(Dataset entries)
+---+
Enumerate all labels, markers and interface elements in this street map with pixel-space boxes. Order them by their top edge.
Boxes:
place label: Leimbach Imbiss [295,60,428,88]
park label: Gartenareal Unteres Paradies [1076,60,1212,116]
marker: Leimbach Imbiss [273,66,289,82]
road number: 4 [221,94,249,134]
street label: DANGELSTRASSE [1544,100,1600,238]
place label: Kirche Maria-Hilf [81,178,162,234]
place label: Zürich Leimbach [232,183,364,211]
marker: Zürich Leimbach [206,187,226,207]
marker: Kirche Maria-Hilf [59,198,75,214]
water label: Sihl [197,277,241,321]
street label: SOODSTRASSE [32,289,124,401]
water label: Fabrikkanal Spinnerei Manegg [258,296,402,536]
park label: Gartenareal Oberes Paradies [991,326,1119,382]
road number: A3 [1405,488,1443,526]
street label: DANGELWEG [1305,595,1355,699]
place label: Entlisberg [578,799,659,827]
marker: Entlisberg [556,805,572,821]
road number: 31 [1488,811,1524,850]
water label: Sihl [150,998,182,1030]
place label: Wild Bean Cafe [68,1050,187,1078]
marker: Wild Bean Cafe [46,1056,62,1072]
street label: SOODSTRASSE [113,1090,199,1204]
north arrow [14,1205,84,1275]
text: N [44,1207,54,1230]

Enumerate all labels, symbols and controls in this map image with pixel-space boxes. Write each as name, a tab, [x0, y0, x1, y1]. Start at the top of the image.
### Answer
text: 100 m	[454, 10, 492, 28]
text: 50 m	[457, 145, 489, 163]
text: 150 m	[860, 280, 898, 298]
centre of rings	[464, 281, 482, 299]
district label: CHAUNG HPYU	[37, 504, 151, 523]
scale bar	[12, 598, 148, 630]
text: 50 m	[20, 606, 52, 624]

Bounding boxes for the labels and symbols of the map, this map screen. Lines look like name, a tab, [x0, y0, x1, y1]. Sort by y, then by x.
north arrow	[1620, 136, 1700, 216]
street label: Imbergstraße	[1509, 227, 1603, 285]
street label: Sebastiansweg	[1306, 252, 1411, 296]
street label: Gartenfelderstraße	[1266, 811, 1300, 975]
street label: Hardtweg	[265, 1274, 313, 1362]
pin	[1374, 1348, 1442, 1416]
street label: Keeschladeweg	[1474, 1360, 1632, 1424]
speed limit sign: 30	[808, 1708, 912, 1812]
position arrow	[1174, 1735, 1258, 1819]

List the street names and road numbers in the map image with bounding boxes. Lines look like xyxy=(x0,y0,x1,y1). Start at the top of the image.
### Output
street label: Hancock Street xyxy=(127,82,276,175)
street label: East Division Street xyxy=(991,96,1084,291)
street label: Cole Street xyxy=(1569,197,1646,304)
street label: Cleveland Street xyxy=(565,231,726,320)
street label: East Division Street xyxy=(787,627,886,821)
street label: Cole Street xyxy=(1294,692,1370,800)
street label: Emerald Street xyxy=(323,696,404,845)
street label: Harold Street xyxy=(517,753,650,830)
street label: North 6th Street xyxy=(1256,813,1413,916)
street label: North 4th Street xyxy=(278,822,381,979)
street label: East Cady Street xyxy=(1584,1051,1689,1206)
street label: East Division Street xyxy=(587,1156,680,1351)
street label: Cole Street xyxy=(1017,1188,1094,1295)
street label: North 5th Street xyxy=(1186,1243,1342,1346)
+---+
What needs to be done: Reproduce exactly the lines from the one containing "List the street" through the last line of the records, both included, and nothing else.

Task answer:
List the street names and road numbers in the map image with bounding boxes. Lines look like xyxy=(x0,y0,x1,y1). Start at the top of the image.
### Output
street label: Hancock Street xyxy=(127,82,276,175)
street label: East Division Street xyxy=(991,96,1084,291)
street label: Cole Street xyxy=(1569,197,1646,304)
street label: Cleveland Street xyxy=(565,231,726,320)
street label: East Division Street xyxy=(787,627,886,821)
street label: Cole Street xyxy=(1294,692,1370,800)
street label: Emerald Street xyxy=(323,696,404,845)
street label: Harold Street xyxy=(517,753,650,830)
street label: North 6th Street xyxy=(1256,813,1413,916)
street label: North 4th Street xyxy=(278,822,381,979)
street label: East Cady Street xyxy=(1584,1051,1689,1206)
street label: East Division Street xyxy=(587,1156,680,1351)
street label: Cole Street xyxy=(1017,1188,1094,1295)
street label: North 5th Street xyxy=(1186,1243,1342,1346)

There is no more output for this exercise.